The most common early symptoms of pseudotumor cerebri (idiopathic intracranial hypertension) include:
- Severe headache
- Nausea and vomiting
- Altered vision
- Pulsating sounds within the head
As the condition progresses or becomes more severe, other common symptoms that may occur include:
- Stiff neck
- Back or arm pain
- Eye pain
- Memory problems
It's important to note that these symptoms can vary from person to person and not everyone will experience all of them. If you are experiencing any of these symptoms, it is important to consult with a healthcare professional for an accurate diagnosis and appropriate treatment.

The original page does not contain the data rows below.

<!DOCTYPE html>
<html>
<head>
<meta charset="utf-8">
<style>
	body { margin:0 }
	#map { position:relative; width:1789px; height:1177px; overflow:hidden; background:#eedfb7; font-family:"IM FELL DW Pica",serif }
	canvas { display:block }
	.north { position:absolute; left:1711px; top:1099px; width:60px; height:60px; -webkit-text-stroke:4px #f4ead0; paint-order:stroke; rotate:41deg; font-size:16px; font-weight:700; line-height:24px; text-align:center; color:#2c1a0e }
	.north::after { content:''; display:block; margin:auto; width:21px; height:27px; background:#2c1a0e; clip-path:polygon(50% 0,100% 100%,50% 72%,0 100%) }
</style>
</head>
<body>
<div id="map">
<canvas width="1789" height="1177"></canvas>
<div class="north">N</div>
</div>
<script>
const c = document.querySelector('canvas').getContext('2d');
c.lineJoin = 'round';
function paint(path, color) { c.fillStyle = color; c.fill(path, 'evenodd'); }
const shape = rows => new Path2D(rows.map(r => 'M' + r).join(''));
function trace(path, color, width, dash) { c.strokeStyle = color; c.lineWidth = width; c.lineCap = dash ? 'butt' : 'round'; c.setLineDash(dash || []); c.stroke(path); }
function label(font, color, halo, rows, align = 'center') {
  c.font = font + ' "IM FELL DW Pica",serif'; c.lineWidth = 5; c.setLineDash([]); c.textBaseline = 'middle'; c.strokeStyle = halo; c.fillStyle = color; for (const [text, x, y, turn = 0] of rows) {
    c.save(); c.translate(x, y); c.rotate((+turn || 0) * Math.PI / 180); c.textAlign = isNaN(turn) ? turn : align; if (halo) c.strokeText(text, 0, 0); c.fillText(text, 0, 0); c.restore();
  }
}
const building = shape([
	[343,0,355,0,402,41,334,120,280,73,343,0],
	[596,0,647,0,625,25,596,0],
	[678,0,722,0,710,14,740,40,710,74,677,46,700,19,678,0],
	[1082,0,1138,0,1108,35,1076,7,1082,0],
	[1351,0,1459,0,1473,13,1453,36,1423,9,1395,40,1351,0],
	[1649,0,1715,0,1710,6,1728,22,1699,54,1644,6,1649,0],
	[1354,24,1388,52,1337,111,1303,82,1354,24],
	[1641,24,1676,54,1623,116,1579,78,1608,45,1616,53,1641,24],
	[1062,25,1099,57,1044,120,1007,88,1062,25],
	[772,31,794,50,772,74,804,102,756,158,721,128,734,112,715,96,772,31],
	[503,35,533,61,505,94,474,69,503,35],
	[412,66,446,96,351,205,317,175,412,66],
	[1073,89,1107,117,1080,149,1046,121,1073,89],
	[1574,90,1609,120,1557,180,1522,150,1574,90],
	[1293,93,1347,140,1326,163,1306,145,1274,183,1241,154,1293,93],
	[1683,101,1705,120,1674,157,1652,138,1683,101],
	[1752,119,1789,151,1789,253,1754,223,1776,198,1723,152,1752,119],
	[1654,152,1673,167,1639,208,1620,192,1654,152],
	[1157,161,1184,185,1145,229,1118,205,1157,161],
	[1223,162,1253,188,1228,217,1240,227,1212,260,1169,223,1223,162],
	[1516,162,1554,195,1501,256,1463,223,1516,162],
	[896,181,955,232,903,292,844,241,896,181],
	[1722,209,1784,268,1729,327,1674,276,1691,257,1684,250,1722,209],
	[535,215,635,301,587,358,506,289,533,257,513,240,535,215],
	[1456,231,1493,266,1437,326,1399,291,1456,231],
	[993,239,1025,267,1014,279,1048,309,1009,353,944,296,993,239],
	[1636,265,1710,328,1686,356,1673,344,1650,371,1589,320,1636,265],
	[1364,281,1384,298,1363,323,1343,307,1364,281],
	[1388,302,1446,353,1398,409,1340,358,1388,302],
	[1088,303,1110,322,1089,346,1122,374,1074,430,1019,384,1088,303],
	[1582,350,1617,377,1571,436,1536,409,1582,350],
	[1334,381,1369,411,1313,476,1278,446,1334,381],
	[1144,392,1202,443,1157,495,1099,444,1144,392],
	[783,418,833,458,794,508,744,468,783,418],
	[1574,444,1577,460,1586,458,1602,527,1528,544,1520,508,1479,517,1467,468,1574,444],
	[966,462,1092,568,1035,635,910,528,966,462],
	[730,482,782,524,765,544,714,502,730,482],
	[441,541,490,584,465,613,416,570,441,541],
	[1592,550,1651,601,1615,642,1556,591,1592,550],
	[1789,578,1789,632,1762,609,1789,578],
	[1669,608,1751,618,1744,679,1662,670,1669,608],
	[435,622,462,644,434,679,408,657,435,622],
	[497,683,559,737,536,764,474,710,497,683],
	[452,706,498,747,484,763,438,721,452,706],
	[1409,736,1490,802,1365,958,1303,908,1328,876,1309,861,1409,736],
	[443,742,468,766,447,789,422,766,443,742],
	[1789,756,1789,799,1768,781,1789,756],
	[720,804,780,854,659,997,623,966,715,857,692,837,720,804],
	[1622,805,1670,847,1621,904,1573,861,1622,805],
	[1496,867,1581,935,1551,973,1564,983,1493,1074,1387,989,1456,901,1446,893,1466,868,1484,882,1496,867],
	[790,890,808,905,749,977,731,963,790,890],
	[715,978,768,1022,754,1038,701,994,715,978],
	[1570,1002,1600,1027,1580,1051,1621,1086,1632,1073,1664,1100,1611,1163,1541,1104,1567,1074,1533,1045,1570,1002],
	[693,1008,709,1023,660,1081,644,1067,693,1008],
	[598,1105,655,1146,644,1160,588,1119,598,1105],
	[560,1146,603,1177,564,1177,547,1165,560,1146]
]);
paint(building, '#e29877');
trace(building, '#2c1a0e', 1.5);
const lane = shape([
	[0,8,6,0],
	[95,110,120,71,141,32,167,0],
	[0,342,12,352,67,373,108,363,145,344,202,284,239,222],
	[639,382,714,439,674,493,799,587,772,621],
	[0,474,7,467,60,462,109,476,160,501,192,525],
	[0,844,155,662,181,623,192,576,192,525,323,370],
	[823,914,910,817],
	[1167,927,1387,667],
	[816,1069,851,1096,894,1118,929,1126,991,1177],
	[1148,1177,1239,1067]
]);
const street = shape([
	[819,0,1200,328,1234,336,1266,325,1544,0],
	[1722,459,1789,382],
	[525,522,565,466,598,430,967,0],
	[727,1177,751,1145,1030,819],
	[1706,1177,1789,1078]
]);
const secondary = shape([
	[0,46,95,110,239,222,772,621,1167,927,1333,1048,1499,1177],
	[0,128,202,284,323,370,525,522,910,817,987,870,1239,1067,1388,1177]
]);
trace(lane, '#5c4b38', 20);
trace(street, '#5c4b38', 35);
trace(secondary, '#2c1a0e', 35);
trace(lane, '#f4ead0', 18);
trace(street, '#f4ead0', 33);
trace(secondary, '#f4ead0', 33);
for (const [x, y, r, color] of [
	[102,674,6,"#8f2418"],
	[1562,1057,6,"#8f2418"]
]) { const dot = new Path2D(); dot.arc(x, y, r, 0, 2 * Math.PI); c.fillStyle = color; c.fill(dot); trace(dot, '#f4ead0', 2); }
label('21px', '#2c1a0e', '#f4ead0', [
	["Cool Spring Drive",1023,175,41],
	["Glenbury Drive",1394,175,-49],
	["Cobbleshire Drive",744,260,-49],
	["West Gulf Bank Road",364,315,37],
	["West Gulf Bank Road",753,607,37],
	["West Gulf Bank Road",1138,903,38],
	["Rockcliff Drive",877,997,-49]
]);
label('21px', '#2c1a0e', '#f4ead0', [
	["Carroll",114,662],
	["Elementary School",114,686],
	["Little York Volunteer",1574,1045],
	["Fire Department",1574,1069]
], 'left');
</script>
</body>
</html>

To diagnose IIH, the following examinations, tests, and procedures are commonly performed:
- Neurological Examination: This evaluates the patient's overall neurological function and helps rule out other neurological conditions.
- Ophthalmoscopy: This examination involves looking at the back of the eye to check for swelling of the optic nerve head which is a characteristic finding.
- MRI Neuroimaging: This imaging test is performed to rule out other conditions that may cause increased intracranial pressure.
- Lumbar Puncture: This procedure involves inserting a needle into the lower back to measure the cerebrospinal fluid (CSF) pressure. In IIH, CSF pressure is elevated.
Additional examinations, tests, and procedures to determine the stage or severity of pseudotumor cerebri may include:
- Visual Field Testing: This assesses any visual field defects caused by optic nerve compression or damage.
- Optical Coherence Tomography (OCT): This non-invasive imaging test measures the thickness of the retinal nerve fiber layer, providing information about optic nerve health.
- MR Venography: This specialized MRI scan evaluates the veins in the brain to look for any abnormalities that may contribute to increased intracranial pressure.
It's important to note that these examinations, tests, and procedures are typically performed by healthcare professionals to diagnose and assess IIH. Always consult with your healthcare provider for personalized advice and guidance regarding your specific situation.
The goals of treatment for IIH are to alleviate symptoms, prevent vision loss, and reduce intracranial pressure. Here are the recommended treatments and how they work:
- Medication types:
- Carbonic anhydrase inhibitors: These medications reduce the production of cerebrospinal fluid, which helps lower intracranial pressure.
- Diuretics: These medications promote the excretion of excess fluid from the body, further reducing intracranial pressure.
- Therapies:
- Weight loss: Losing weight can significantly improve symptoms and reduce intracranial pressure in overweight individuals.
- Optic nerve sheath fenestration (ONSF): A surgical procedure that creates an opening in the protective sheath around the optic nerve, relieving pressure on the nerve and reducing papilledema.
- Cerebrospinal fluid (CSF) shunting: This surgical procedure involves placing a catheter to drain excess cerebrospinal fluid from the brain, helping to lower intracranial pressure.
- Health behavior changes:
- Limiting sodium intake: Lowering sodium intake can help reduce fluid retention and decrease intracranial pressure.
- Avoiding activities that increase intracranial pressure: Activities such as straining during bowel movements or lifting heavy objects should be avoided.
- Other treatments:
- Venous sinus stenting: In cases where venous sinus stenosis is present, stenting can be performed to restore normal blood flow and reduce intracranial pressure.
Treatment decisions should be individualized based on patient characteristics, goals, and concerns. Before starting any new treatments consult with a healthcare professional for appropriate medication dosing and potential side effect information.
Medication dosing may be affected by many factors. Check with your health care professional about dosing for your individual situation. Other side effects can occur. Check with your health care professional or read the information provided with your medication for additional side effect information.